Input Block Start

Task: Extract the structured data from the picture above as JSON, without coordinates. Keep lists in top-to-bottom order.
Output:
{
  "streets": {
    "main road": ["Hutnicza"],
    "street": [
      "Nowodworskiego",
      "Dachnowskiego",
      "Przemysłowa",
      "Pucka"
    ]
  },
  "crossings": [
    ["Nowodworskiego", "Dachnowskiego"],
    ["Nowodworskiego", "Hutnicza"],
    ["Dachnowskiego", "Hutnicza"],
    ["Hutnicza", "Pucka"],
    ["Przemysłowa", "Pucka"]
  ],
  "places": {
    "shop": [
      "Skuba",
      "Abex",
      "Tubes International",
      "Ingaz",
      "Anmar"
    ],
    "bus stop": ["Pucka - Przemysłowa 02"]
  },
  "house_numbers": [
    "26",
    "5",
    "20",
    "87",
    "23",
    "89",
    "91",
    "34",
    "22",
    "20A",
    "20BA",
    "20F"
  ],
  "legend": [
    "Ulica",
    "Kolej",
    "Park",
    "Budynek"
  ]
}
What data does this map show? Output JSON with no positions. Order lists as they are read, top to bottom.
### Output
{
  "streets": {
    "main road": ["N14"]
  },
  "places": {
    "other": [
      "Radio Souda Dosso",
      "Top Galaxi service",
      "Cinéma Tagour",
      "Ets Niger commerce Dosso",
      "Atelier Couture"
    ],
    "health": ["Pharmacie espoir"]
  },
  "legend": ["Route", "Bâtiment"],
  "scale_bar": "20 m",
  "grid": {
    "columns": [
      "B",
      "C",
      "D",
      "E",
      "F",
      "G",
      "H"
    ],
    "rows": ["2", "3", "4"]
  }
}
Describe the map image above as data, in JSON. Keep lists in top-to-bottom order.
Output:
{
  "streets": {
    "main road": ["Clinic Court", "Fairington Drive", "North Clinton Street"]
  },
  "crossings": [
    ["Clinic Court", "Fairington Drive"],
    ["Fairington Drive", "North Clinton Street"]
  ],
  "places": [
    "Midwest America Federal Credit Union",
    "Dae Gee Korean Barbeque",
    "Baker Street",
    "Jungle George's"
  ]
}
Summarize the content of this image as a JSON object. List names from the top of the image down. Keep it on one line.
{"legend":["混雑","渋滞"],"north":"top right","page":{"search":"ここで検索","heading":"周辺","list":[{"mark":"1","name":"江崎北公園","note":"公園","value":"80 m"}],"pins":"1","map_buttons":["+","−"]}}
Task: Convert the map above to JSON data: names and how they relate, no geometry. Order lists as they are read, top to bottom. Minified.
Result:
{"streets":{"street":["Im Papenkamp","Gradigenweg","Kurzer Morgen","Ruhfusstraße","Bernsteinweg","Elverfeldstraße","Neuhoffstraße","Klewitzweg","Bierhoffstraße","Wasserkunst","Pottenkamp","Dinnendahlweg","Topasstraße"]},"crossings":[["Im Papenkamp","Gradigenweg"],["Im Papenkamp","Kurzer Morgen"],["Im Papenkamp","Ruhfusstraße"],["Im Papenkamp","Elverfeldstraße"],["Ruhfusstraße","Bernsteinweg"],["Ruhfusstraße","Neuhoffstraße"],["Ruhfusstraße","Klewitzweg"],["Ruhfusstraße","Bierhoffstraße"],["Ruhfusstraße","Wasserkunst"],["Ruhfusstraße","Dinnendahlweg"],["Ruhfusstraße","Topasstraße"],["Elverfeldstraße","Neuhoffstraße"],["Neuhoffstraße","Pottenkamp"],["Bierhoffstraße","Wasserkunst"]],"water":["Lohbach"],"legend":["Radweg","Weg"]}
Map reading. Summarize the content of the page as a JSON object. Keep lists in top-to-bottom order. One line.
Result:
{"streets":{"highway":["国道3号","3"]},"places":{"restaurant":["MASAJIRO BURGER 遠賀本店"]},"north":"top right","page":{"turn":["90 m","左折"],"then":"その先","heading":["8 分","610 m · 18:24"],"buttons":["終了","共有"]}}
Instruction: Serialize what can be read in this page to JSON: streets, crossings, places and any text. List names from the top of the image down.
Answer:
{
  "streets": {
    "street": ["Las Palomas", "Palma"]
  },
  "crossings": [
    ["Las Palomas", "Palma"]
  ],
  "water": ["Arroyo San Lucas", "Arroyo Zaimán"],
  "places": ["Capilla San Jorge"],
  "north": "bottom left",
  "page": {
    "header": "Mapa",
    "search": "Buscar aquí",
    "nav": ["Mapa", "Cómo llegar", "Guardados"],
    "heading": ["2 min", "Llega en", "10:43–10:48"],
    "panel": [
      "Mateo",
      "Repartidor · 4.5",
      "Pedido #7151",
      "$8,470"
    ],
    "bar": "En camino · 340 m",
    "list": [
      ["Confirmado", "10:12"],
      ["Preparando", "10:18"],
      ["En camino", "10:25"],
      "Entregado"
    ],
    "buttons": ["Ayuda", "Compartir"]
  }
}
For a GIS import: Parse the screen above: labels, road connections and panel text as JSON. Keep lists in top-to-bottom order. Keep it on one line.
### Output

Input Block End

### Assignment
Lines after the one containing "What data does" are left out; every line from the start of the entries through that line is restated word for word.

### Answer section
Task: Extract the structured data from the picture above as JSON, without coordinates. Keep lists in top-to-bottom order.
Output:
{
  "streets": {
    "main road": ["Hutnicza"],
    "street": [
      "Nowodworskiego",
      "Dachnowskiego",
      "Przemysłowa",
      "Pucka"
    ]
  },
  "crossings": [
    ["Nowodworskiego", "Dachnowskiego"],
    ["Nowodworskiego", "Hutnicza"],
    ["Dachnowskiego", "Hutnicza"],
    ["Hutnicza", "Pucka"],
    ["Przemysłowa", "Pucka"]
  ],
  "places": {
    "shop": [
      "Skuba",
      "Abex",
      "Tubes International",
      "Ingaz",
      "Anmar"
    ],
    "bus stop": ["Pucka - Przemysłowa 02"]
  },
  "house_numbers": [
    "26",
    "5",
    "20",
    "87",
    "23",
    "89",
    "91",
    "34",
    "22",
    "20A",
    "20BA",
    "20F"
  ],
  "legend": [
    "Ulica",
    "Kolej",
    "Park",
    "Budynek"
  ]
}
What data does this map show? Output JSON with no positions. Order lists as they are read, top to bottom.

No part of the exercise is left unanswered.